## Boosting Neural Networks

In [1]:
%load_ext autoreload
%autoreload 2

In [2]:
from pathlib import Path
import pandas as pd
import numpy as np

In [3]:
import math

import torch
import torch.nn as nn
import torch.nn.functional as F
from sklearn.preprocessing import StandardScaler



In [4]:
PATH = Path("spamdata")

## Spam Data

In this notebook we're going to be working with a database of emails, some of which are spam and some are not. Here's a link to the source on UCI Repository: https://archive.ics.uci.edu/ml/datasets/spambase

### Predictors

The predictive features are as follows: 

48 continuous real [0,100] attributes of type word_freq_WORD
= percentage of words in the e-mail that match WORD, i.e. 100 * (number of times the WORD appears in the e-mail) / total number of words in e-mail. A "word" in this case is any string of alphanumeric characters bounded by non-alphanumeric characters or end-of-string.

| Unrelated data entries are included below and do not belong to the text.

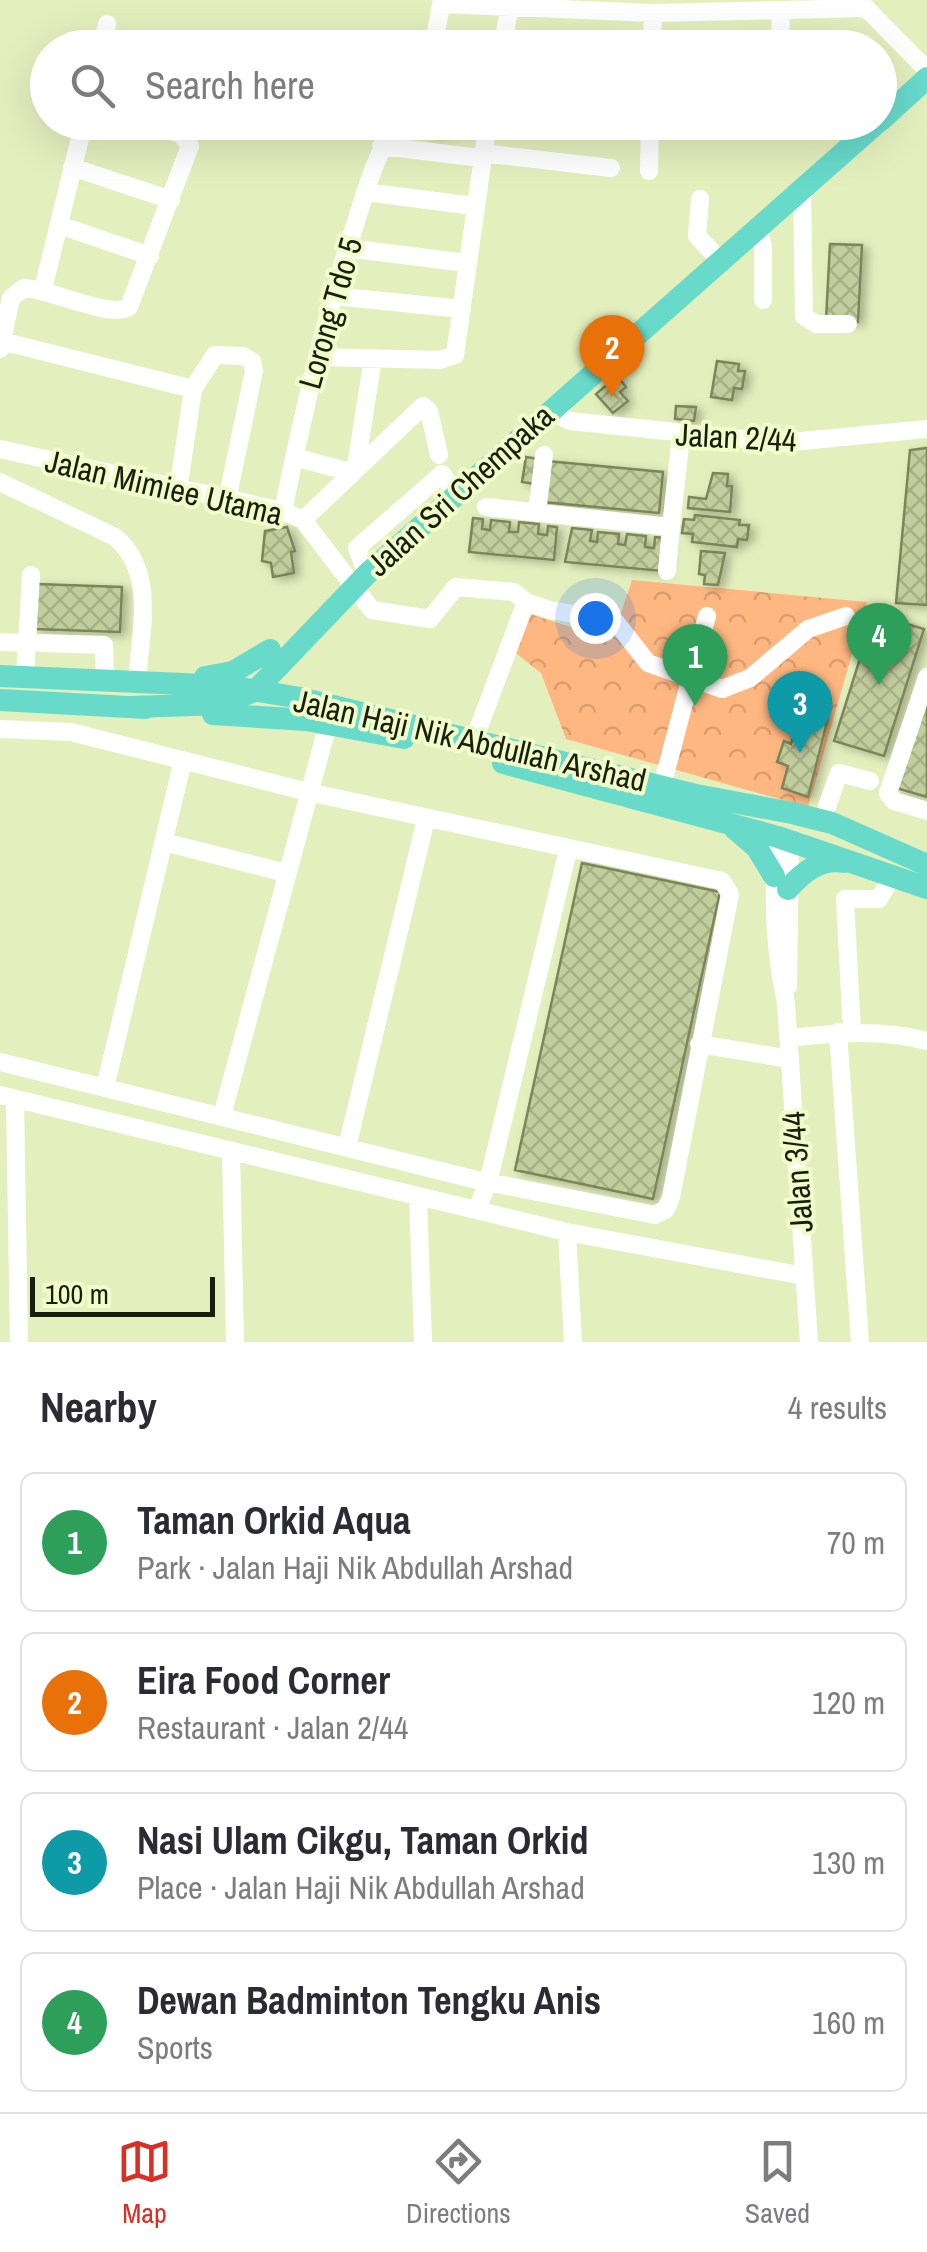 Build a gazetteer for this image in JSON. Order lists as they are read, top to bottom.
{
  "streets": {
    "main road": ["Jalan Sri Chempaka", "Jalan Haji Nik Abdullah Arshad"],
    "street": [
      "Lorong Tdo 5",
      "Jalan 2/44",
      "Jalan Mimiee Utama",
      "Jalan 3/44"
    ]
  },
  "crossings": [
    ["Lorong Tdo 5", "Jalan Mimiee Utama"],
    ["Jalan 2/44", "Jalan Sri Chempaka"],
    ["Jalan Mimiee Utama", "Jalan Sri Chempaka"],
    ["Jalan Haji Nik Abdullah Arshad", "Jalan 3/44"]
  ],
  "scale_bar": "100 m",
  "page": {
    "search": "Search here",
    "pins": [
      "2",
      "4",
      "1",
      "3"
    ],
    "scale": "100 m",
    "heading": ["Nearby", "4 results"],
    "list": [
      {
        "mark": "1",
        "name": "Taman Orkid Aqua",
        "note": "Park · Jalan Haji Nik Abdullah Arshad",
        "value": "70 m"
      },
      {
        "mark": "2",
        "name": "Eira Food Corner",
        "note": "Restaurant · Jalan 2/44",
        "value": "120 m"
      },
      {
        "mark": "3",
        "name": "Nasi Ulam Cikgu, Taman Orkid",
        "note": "Place · Jalan Haji Nik Abdullah Arshad",
        "value": "130 m"
      },
      {
        "mark": "4",
        "name": "Dewan Badminton Tengku Anis",
        "note": "Sports",
        "value": "160 m"
      }
    ],
    "nav": ["Map", "Directions", "Saved"]
  }
}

6 continuous real [0,100] attributes of type char_freq_CHAR]
= percentage of characters in the e-mail that match CHAR, i.e. 100 * (number of CHAR occurences) / total characters in e-mail

1 continuous real [1,...] attribute of type capital_run_length_average
= average length of uninterrupted sequences of capital letters

1 continuous integer [1,...] attribute of type capital_run_length_longest
= length of longest uninterrupted sequence of capital letters

1 continuous integer [1,...] attribute of type capital_run_length_total
= sum of length of uninterrupted sequences of capital letters
= total number of capital letters in the e-mail

### Target

Our target is the classification of spam or not. It's encoded in the final column of the dataset as:

1 nominal {0,1} class attribute of type spam
= denotes whether the e-mail was considered spam (1) or not (0), i.e. unsolicited commercial e-mail.



## Read in the spambase data

And get it ready for  model fitting. 

In [5]:
def parse_spambase_data(filename):
    """ 
    Given a filename return X and Y numpy arrays.

    X is of size number of rows x num_features.
    Y is an array of size the number of rows.
    Y is the last element of each row. (Convert 0 to -1)
    """
    dataset = np.loadtxt(filename, delimiter=",")
    K = len(dataset[0])
    Y = dataset[:, K - 1]
    X = dataset[:, 0 : K - 1]
    Y = np.array([-1. if y == 0. else 1. for y in Y])
    return X, Y

In [6]:
parse_spambase_data("spamdata/spambase.train")

(array([[0.000e+00, 0.000e+00, 0.000e+00, ..., 3.850e+00, 1.900e+01,
         7.700e+01],
        [9.000e-02, 0.000e+00, 9.000e-02, ..., 3.704e+00, 4.800e+01,
         7.260e+02],
        [7.800e-01, 0.000e+00, 7.800e-01, ..., 2.555e+00, 2.200e+01,
         1.150e+02],
        ...,
        [3.700e-01, 1.800e-01, 1.800e-01, ..., 3.455e+00, 2.400e+01,
         3.870e+02],
        [0.000e+00, 0.000e+00, 8.000e-01, ..., 2.360e+00, 3.500e+01,
         5.900e+01],
        [0.000e+00, 0.000e+00, 0.000e+00, ..., 1.666e+00, 7.000e+00,
         4.500e+01]]),
 array([ 1., -1.,  1., ..., -1., -1., -1.]))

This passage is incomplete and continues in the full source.